单项选择题


(略)
Part Ⅱ Vocabulary
There are four passages in this part. Each passage is followed by some questions or unfinished statements. For each of them there are four choices marked A, B, C and D. You should decide on the best choice and mark the corresponding letter on the Answer Sheet with a single line through the centre.
Passage one: Questions 21-25 are based on the following passage.
This year the combined advertising revenues of Google and Yahoo ! will rival the combined primetime ad revenues of America’s three big television networks, ABC,CBS and NBC predicts Advertising Age. It will, says the trade magazine, represent a "watershed moment" in the evolution of the internet as an advertising medium. A 30-second prime-time TV ad was once considered the most effective--and the most expensive--form of advertising. But that was before the internet got going. And this week online advertising made another leap forward.
This latest innovation comes from Google, which has begun testing a new auction-based service for display advertising. Both Google and Yahoo! make most of their money from advertising. Auctioning keyword search-terms,which deliver sponsored links to advertisers’ websites, has proved to be particularly lucrative.
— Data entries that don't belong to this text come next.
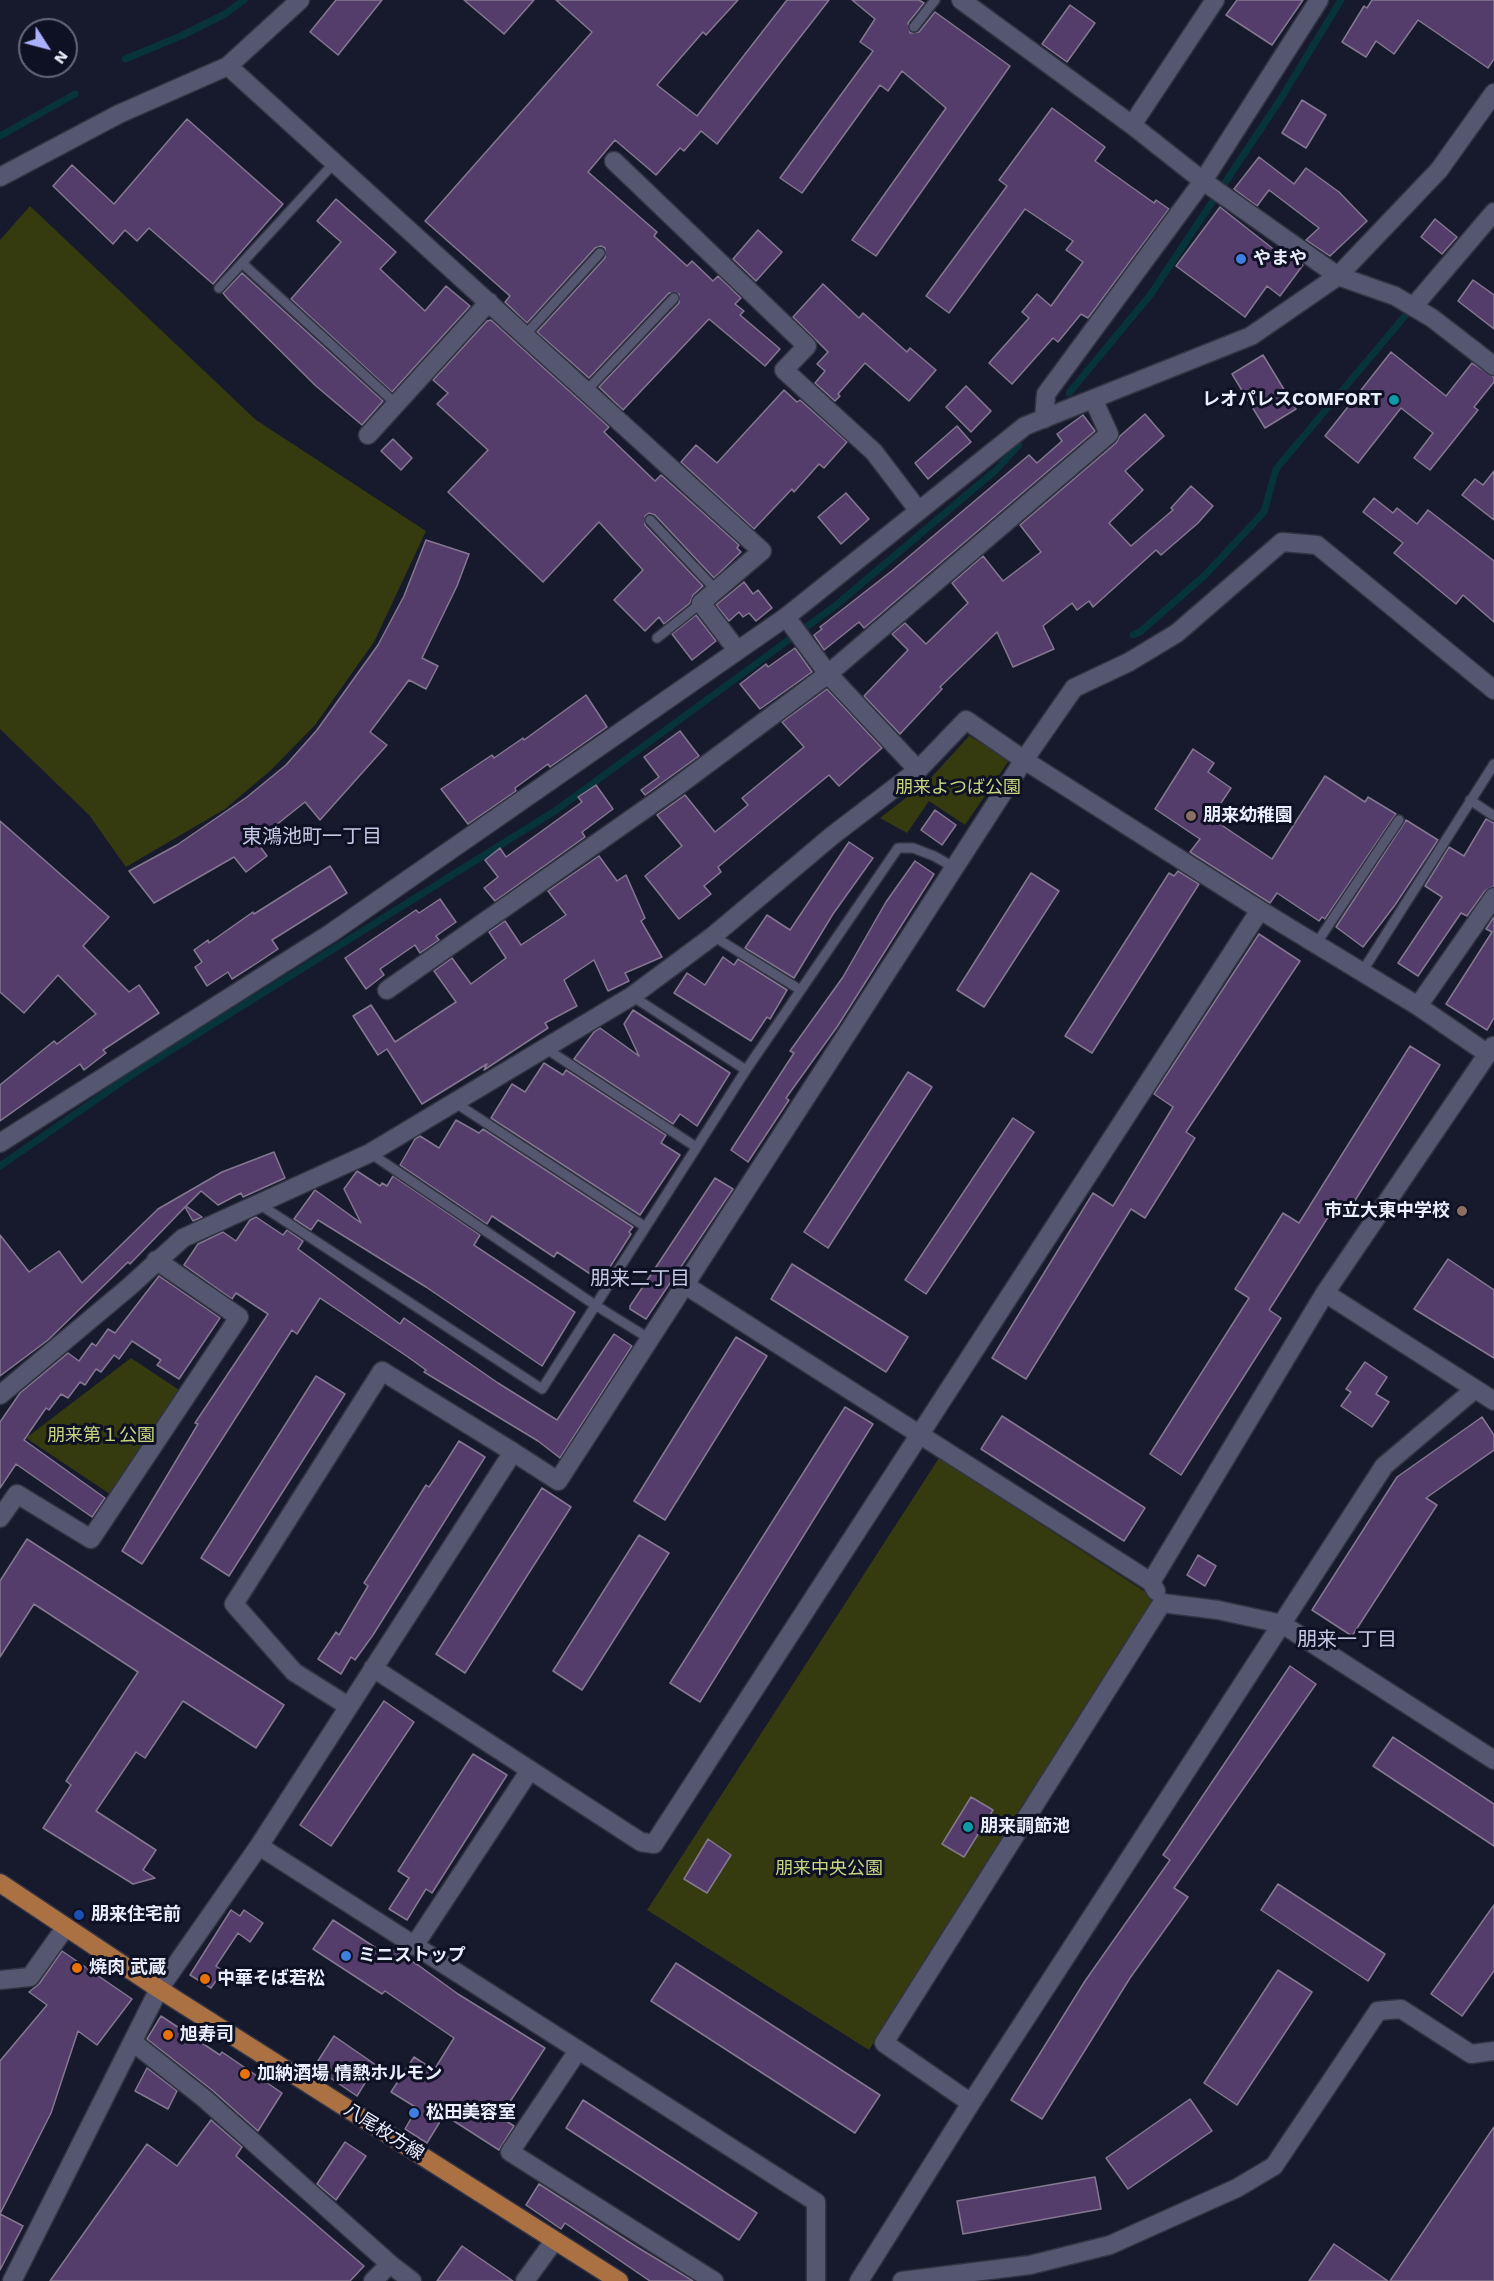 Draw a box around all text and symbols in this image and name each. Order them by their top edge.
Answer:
north arrow [18,18,78,78]
text: N [50,47,73,68]
place label: やまや [1253,248,1307,270]
marker: やまや [1234,252,1248,266]
place label: レオパレスCOMFORT [1202,389,1382,411]
marker: レオパレスCOMFORT [1387,393,1401,407]
park label: 朋来よつば公園 [895,777,1021,799]
place label: 朋来幼稚園 [1203,805,1293,827]
marker: 朋来幼稚園 [1184,809,1198,823]
district label: 東鴻池町一丁目 [242,825,382,849]
place label: 市立大東中学校 [1324,1200,1450,1222]
marker: 市立大東中学校 [1455,1204,1469,1218]
district label: 朋来二丁目 [590,1267,690,1291]
park label: 朋来第１公園 [47,1425,155,1447]
district label: 朋来一丁目 [1297,1628,1397,1652]
place label: 朋来調節池 [980,1816,1070,1838]
marker: 朋来調節池 [961,1820,975,1834]
park label: 朋来中央公園 [775,1858,883,1880]
place label: 朋来住宅前 [91,1904,181,1926]
marker: 朋来住宅前 [72,1908,86,1922]
place label: ミニストップ [358,1945,466,1967]
marker: ミニストップ [339,1949,353,1963]
place label: 焼肉 武蔵 [89,1957,166,1979]
marker: 焼肉 武蔵 [70,1961,84,1975]
place label: 中華そば若松 [217,1968,325,1990]
marker: 中華そば若松 [198,1972,212,1986]
place label: 旭寿司 [180,2024,234,2046]
marker: 旭寿司 [161,2028,175,2042]
place label: 加納酒場 情熱ホルモン [257,2063,442,2085]
marker: 加納酒場 情熱ホルモン [238,2067,252,2081]
street label: 八尾枚方線 [340,2099,428,2165]
place label: 松田美容室 [426,2102,516,2124]
marker: 松田美容室 [407,2106,421,2120]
And advertisers like paid-search because, unlike TV, they only pay for results: they are charged when someone clicks on one of their links.
Both Google and Yahoo! along with search-site rivals like Microsoft’s MSN and Ask Jeeves, are developing much broader ranges of marketing services. Google, for instance, already provides a service called AdSense. It works rather like an advertising agency, automatically placing sponsored links and other ads on third-party websites. Google then splits the revenue with the owners of those websites, who can range from multinationals to individuals publishing blogs, as online journals are known.
Google’s new service extends AdSense in three ways. Instead of Google’s software analyzing third-party websites to determine from their content what relevant ads to place on them, advertisement will instead be able to select the specific sites where they want their ads to appear. This provides both more flexibility and control, says Patrick Keane, Google’s head of sales strategy.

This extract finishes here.